The fuzzy membership grade displays the first layer outputs. The ith node’s function is constructed using the bell membership expression given by equation (16).

O_{1, i} = m_{Ai} (x) = \frac{1}{(1 + {| (x - C_{i}) / a_{i} |}^{2 b_{i}})}; i = 1, 2

(16)

The membership function’s coefficients are presented by ai, bi, and ci, with Ai representing the linguistic label. The input of node i is denoted by x. To fuzzify the inputs, the AND function is used in the second layer. Equation (17) provides the desired result:

O_{2, i} = w_{i} = μ_{Ai} (x) μ_{Bi} (y); i = 1, 2

(17)

Each Layer 3 node labeled N serves as a fixed node to normalize the shooting forces of the previous layer. The third layer accomplishes the normalizing function using equation (18) to construct its output.

O_{3, i} = \bar{w_{i}} = \frac{w_{i}}{w_{1} + w_{2}}; i = 1, 2

(18)

The output of every node in the fourth layer is the sum of the normalized firing strengths and the first-order polynomial, as described by the following equation.

O_{4, i} = {\bar{w}}_{i} f_{i} = \bar{w_{i}} (p_{i} x + q_{i} y + r_{i}); i = 1, 2

(19)

The parameters p_i, q_i, and r_i are obtained, where w_i represents the third layer output. The model’s output is displayed in the fifth layer, which can be illustrated by equation (20).

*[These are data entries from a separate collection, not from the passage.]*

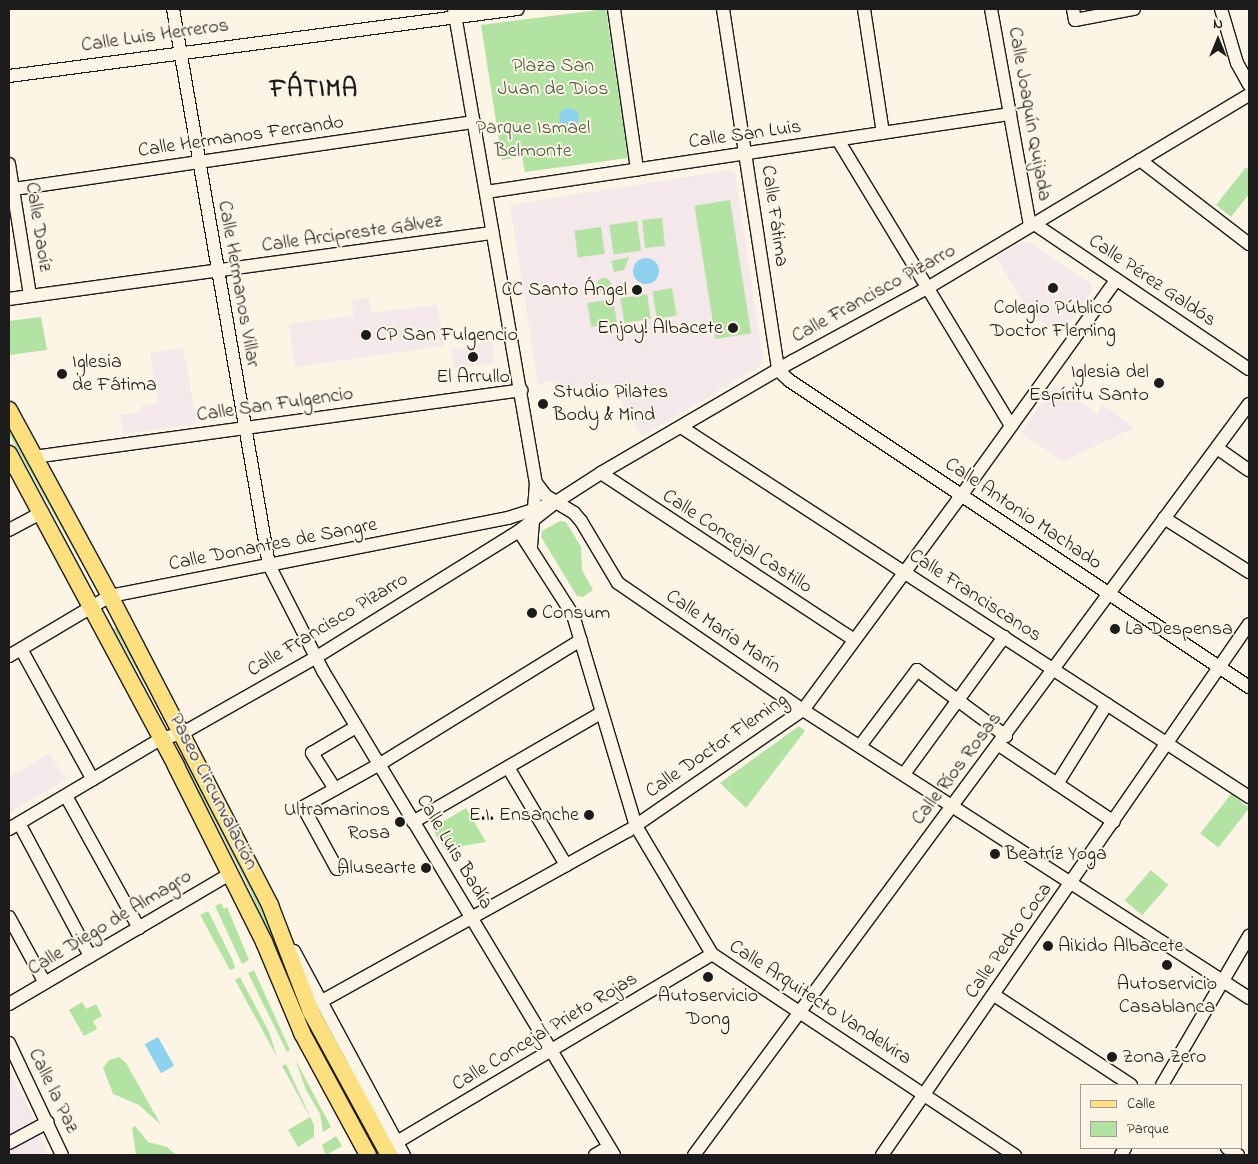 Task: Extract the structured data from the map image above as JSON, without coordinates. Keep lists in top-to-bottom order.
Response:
{
  "streets": {
    "main road": ["Paseo Circunvalación"],
    "street": [
      "Calle Luis Herreros",
      "Calle Joaquín Quijada",
      "Calle San Luis",
      "Calle Hermanos Ferrando",
      "Calle Fátima",
      "Calle Daoíz",
      "Calle Arcipreste Gálvez",
      "Calle Pérez Galdós",
      "Calle Hermanos Villar",
      "Calle Francisco Pizarro",
      "Calle San Fulgencio",
      "Calle Antonio Machado",
      "Calle Concejal Castillo",
      "Calle Donantes de Sangre",
      "Calle Franciscanos",
      "Calle María Marín",
      "Calle Doctor Fleming",
      "Calle Ríos Rosas",
      "Calle Luis Badía",
      "Calle Diego de Almagro",
      "Calle Pedro Coca",
      "Calle Arquitecto Vandelvira",
      "Calle Concejal Prieto Rojas",
      "Calle la Paz"
    ]
  },
  "crossings": [
    ["Calle Luis Herreros", "Calle Hermanos Villar"],
    ["Calle Joaquín Quijada", "Calle San Luis"],
    ["Calle Joaquín Quijada", "Calle Pérez Galdós"],
    ["Calle Joaquín Quijada", "Calle Francisco Pizarro"],
    ["Calle San Luis", "Calle Fátima"],
    ["Calle Hermanos Ferrando", "Calle Daoíz"],
    ["Calle Hermanos Ferrando", "Calle Hermanos Villar"],
    ["Calle Fátima", "Calle Francisco Pizarro"],
    ["Calle Fátima", "Calle Antonio Machado"],
    ["Calle Daoíz", "Calle Arcipreste Gálvez"],
    ["Calle Arcipreste Gálvez", "Calle Hermanos Villar"],
    ["Calle Pérez Galdós", "Calle Francisco Pizarro"],
    ["Calle Pérez Galdós", "Calle Doctor Fleming"],
    ["Calle Hermanos Villar", "Calle San Fulgencio"],
    ["Calle Hermanos Villar", "Calle Donantes de Sangre"],
    ["Calle Hermanos Villar", "Calle Luis Badía"],
    ["Calle Francisco Pizarro", "Calle Antonio Machado"],
    ["Calle Francisco Pizarro", "Calle Concejal Castillo"],
    ["Calle Francisco Pizarro", "Calle Donantes de Sangre"],
    ["Calle Francisco Pizarro", "Calle Franciscanos"],
    ["Calle Francisco Pizarro", "Calle María Marín"],
    ["Calle Francisco Pizarro", "Paseo Circunvalación"],
    ["Calle Francisco Pizarro", "Calle Luis Badía"],
    ["Calle San Fulgencio", "Paseo Circunvalación"],
    ["Calle Antonio Machado", "Calle Doctor Fleming"],
    ["Calle Antonio Machado", "Calle Ríos Rosas"],
    ["Calle Antonio Machado", "Calle Pedro Coca"],
    ["Calle Concejal Castillo", "Calle Doctor Fleming"],
    ["Calle Donantes de Sangre", "Paseo Circunvalación"],
    ["Calle Donantes de Sangre", "Calle Luis Badía"],
    ["Calle Franciscanos", "Calle Doctor Fleming"],
    ["Calle Franciscanos", "Calle Ríos Rosas"],
    ["Calle Franciscanos", "Calle Pedro Coca"],
    ["Calle María Marín", "Calle Doctor Fleming"],
    ["Calle María Marín", "Calle Ríos Rosas"],
    ["Calle María Marín", "Calle Pedro Coca"],
    ["Calle Doctor Fleming", "Paseo Circunvalación"],
    ["Calle Doctor Fleming", "Calle Luis Badía"],
    ["Calle Doctor Fleming", "Calle Arquitecto Vandelvira"],
    ["Calle Ríos Rosas", "Calle Arquitecto Vandelvira"],
    ["Paseo Circunvalación", "Calle Diego de Almagro"],
    ["Paseo Circunvalación", "Calle Concejal Prieto Rojas"],
    ["Calle Luis Badía", "Calle Concejal Prieto Rojas"],
    ["Calle Pedro Coca", "Calle Arquitecto Vandelvira"],
    ["Calle Arquitecto Vandelvira", "Calle Concejal Prieto Rojas"]
  ],
  "districts": ["FÁTIMA"],
  "parks": ["Plaza San Juan de Dios", "Parque Ismael Belmonte"],
  "places": [
    "Colegio Público Doctor Fleming",
    "CC Santo Ángel",
    "Enjoy! Albacete",
    "CP San Fulgencio",
    "El Arrullo",
    "Iglesia de Fátima",
    "Iglesia del Espíritu Santo",
    "Studio Pilates Body & Mind",
    "Consum",
    "La Despensa",
    "E.I. Ensanche",
    "Ultramarinos Rosa",
    "Beatríz Yoga",
    "Alusearte",
    "Aikido Albacete",
    "Autoservicio Casablanca",
    "Autoservicio Dong",
    "Zona Zero"
  ],
  "legend": ["Calle", "Parque"],
  "north": "top"
}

O_{5, i} = f = \sum_{i} \bar{w} f_{i} = \frac{\sum_{i} w_{i} f_{i}}{\sum_{i} w_{i}}

(20)

Robust TSMC

As a perspective to enhance control performance, a novel SMC approach called Robust Terminal Sliding Mode (RTSMC) has been recently developed. This innovative approach offers superior characteristics compared to the conventional SMC of a DC-DC converter, such as faster convergence within a finite time. In applications demanding high-precision processing, its usefulness shines, and it speeds up convergence rates in uncertain nonlinear systems of order two or higher, especially close to the chosen equilibrium point.^43,44 The RTSMC is employed to achieve maximum power tracking by ensuring a close alignment between the V_pv and the V_pvref. The SMC approach exhibits extraordinary stability and resilience even in the face of parameter uncertainties, including those linked to input and load changes frequently found in PV systems. Furthermore, the construction of sliding mode controllers is easier than other types of nonlinear controllers. The initial step in the design process is to define the error-tracking parameters (voltage and current), as follows:

S_{1} = e_{1} = V_{pv} - V_{pvref}

(21)

S_{2} = e_{2} = i_{L} - i_{Lref}

(22)

The reference current is

i_{Lref} = I_{pv} - C_{pv} V_{pvref}

(23)

e_{2} = i_{L} - i_{Lref}

(24)

So e_{2} = i_{L} - I_{pv} + C_{pv} V_{pvref}

(25)

Then \frac{e_{2}}{C_{pv}} = \frac{1}{C_{pv}} (i_{L} - I_{pv}) + V_{pvref}

(26)

\frac{e_{2}}{C_{pv}} = - (\frac{1}{C_{pv}} (I_{pv} - i_{L}) - V_{pvref})

(27)

\frac{e_{2}}{C_{pv}} = - \overset{\cdot}{e_{1}}

(28)

So, using the two equations (9) and (11), the error dynamics are described as follows:

\overset{\cdot}{e_{1}} = \frac{1}{C_{pv}} (I_{pv} - i_{L}) - V_{pvref} = - \frac{e_{2}}{C_{pv}}

(29)

\overset{\cdot}{e_{2}} = \frac{1}{L} V_{pv} - \frac{1}{L} V_{dc} (1 - u) + Δ (t) - i_{Lref}

(30)

The control objective is to direct the system trajectory to approach the sliding surface within a limited timeframe in order to provide a pulse width modulation (PWM) control at time (t).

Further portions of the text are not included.